EXERCISE AIM: If a line in the data holds "body", copy that line out in full.

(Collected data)
____________

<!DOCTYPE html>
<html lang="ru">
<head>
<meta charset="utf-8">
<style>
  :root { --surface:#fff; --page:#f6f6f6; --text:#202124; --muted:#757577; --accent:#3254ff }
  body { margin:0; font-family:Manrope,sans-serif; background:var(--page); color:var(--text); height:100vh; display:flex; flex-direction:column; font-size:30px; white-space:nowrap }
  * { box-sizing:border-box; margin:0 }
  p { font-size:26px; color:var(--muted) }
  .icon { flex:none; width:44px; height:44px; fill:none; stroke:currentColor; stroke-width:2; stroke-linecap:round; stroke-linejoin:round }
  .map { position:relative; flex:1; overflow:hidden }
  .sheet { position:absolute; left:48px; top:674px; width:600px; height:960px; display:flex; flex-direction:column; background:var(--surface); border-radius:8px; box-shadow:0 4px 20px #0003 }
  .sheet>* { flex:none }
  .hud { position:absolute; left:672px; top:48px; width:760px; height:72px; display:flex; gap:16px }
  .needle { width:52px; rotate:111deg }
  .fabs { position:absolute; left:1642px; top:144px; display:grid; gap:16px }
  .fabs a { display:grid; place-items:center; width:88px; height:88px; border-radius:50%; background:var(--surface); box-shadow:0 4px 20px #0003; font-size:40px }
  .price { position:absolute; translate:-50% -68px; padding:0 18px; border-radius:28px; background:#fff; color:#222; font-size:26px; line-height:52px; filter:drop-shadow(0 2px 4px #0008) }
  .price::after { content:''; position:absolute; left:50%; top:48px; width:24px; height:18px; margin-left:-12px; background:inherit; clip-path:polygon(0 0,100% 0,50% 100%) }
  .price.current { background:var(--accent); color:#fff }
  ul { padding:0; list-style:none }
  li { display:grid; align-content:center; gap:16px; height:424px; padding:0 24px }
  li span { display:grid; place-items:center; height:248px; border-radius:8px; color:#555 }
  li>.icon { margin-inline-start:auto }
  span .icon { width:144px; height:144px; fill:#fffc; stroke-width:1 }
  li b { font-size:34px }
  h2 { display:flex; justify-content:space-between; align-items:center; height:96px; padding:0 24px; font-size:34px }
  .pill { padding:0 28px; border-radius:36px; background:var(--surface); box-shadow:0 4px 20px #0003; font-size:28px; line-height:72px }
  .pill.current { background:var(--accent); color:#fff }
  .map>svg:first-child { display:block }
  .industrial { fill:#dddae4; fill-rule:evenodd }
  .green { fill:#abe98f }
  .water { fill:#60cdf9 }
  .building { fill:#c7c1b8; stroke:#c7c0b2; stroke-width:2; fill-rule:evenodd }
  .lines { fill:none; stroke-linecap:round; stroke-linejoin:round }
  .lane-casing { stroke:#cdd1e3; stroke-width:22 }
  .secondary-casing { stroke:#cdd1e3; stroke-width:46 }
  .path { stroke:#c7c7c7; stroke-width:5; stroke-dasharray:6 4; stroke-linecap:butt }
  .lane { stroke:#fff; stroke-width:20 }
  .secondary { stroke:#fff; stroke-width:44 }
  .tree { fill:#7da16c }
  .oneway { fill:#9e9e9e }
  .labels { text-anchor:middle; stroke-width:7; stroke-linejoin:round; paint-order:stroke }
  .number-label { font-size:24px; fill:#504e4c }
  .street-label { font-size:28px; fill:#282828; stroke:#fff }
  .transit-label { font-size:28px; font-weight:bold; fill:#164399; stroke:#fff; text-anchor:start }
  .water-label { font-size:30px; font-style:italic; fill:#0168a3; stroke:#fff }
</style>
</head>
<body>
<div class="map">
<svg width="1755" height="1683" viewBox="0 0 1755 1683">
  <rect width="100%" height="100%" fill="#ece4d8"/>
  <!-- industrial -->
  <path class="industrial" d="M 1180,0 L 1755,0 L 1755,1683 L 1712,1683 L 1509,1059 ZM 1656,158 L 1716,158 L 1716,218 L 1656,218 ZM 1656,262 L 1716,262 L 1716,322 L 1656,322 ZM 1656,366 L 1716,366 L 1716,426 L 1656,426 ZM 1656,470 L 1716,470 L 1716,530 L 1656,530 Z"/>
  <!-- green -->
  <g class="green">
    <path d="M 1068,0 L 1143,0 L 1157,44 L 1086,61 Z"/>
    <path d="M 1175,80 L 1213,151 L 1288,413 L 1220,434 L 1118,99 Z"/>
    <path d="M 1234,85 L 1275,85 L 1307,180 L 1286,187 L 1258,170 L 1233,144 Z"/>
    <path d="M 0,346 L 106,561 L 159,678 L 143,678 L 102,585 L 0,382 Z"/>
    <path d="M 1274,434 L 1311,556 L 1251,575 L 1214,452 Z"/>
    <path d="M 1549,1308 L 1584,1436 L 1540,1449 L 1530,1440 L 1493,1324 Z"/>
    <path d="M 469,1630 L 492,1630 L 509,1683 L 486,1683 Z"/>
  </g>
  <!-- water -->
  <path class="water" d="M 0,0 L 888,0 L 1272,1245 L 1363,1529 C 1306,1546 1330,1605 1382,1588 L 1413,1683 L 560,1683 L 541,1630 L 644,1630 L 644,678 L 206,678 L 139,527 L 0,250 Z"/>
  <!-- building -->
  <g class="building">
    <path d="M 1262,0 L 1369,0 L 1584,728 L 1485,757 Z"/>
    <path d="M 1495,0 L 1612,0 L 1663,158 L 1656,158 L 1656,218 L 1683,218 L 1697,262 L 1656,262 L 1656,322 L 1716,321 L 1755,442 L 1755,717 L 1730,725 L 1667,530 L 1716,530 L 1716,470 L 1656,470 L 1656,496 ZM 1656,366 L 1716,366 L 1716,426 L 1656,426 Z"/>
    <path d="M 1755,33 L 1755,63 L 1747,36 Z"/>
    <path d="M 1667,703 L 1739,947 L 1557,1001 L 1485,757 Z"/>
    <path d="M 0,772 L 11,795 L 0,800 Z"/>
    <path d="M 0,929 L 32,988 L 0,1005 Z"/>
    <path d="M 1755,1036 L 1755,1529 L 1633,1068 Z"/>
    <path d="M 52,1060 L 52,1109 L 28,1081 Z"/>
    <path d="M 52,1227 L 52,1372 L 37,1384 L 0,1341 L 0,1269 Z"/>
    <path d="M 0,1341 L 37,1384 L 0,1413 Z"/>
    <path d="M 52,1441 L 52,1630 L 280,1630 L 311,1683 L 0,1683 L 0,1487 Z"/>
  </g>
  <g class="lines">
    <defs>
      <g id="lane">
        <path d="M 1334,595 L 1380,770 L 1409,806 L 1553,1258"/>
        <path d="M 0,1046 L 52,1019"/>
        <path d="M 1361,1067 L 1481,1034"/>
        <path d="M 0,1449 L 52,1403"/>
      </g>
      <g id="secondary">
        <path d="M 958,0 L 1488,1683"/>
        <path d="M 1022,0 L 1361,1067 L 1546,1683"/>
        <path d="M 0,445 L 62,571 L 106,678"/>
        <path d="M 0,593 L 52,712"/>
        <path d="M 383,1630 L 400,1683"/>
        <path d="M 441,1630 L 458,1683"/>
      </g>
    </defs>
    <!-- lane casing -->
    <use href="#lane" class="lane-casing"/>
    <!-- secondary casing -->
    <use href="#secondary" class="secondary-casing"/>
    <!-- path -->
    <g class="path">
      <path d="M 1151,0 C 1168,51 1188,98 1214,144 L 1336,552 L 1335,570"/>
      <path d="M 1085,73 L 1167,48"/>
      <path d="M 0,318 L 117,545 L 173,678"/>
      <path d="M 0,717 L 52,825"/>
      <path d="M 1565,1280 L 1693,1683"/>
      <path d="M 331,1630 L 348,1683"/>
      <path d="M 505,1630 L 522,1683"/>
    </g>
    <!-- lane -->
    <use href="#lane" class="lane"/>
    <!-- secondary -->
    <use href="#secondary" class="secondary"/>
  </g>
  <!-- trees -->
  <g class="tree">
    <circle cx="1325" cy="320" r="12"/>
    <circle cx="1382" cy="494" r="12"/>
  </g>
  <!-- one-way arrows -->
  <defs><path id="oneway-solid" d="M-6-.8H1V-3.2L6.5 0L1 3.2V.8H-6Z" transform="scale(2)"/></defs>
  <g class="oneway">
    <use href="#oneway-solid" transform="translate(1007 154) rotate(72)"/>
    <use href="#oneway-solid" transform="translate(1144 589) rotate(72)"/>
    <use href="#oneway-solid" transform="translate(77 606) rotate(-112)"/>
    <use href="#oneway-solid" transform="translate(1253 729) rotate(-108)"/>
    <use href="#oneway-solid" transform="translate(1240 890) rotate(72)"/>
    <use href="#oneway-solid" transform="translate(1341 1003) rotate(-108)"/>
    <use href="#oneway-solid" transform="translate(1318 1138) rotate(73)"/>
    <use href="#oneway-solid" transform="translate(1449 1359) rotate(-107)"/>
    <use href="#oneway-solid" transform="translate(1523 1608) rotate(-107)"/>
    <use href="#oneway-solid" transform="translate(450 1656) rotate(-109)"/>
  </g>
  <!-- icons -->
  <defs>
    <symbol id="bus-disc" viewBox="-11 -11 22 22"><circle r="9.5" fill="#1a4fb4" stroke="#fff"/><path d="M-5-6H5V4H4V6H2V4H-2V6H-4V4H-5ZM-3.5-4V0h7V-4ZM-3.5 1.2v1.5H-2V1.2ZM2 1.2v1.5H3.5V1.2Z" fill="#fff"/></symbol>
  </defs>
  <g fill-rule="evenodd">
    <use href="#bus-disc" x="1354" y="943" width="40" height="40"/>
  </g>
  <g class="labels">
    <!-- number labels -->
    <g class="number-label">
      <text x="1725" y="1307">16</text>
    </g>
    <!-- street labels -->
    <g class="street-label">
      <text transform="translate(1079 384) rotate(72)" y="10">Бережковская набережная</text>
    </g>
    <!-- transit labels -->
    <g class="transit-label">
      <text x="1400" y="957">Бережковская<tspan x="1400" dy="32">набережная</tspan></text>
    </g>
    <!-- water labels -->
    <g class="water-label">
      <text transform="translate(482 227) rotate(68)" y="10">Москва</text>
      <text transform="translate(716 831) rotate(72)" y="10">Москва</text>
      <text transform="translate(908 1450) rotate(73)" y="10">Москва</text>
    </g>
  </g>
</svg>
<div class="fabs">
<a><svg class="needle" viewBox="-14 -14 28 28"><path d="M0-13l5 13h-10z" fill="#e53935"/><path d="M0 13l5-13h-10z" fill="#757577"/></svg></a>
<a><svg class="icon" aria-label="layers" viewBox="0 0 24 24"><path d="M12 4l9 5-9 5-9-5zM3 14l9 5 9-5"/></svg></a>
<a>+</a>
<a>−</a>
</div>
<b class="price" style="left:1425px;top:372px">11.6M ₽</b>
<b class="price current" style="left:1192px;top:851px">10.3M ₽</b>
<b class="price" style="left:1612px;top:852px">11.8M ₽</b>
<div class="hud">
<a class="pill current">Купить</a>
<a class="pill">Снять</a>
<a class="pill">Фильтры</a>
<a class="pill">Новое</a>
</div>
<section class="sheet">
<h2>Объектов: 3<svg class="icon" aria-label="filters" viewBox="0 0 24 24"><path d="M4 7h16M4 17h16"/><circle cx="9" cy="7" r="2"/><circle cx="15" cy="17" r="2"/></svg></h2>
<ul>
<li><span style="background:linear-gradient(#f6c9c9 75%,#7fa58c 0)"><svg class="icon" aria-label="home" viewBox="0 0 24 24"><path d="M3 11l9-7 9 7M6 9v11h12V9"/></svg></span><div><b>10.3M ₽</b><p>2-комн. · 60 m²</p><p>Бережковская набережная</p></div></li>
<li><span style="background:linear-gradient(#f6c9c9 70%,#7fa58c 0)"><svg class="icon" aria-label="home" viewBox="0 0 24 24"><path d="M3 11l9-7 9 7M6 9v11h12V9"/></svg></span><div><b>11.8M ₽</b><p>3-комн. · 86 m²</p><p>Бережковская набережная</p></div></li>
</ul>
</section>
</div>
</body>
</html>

____________

TASK RESPONSE:
  body { margin:0; font-family:Manrope,sans-serif; background:var(--page); color:var(--text); height:100vh; display:flex; flex-direction:column; font-size:30px; white-space:nowrap }
<body>
</body>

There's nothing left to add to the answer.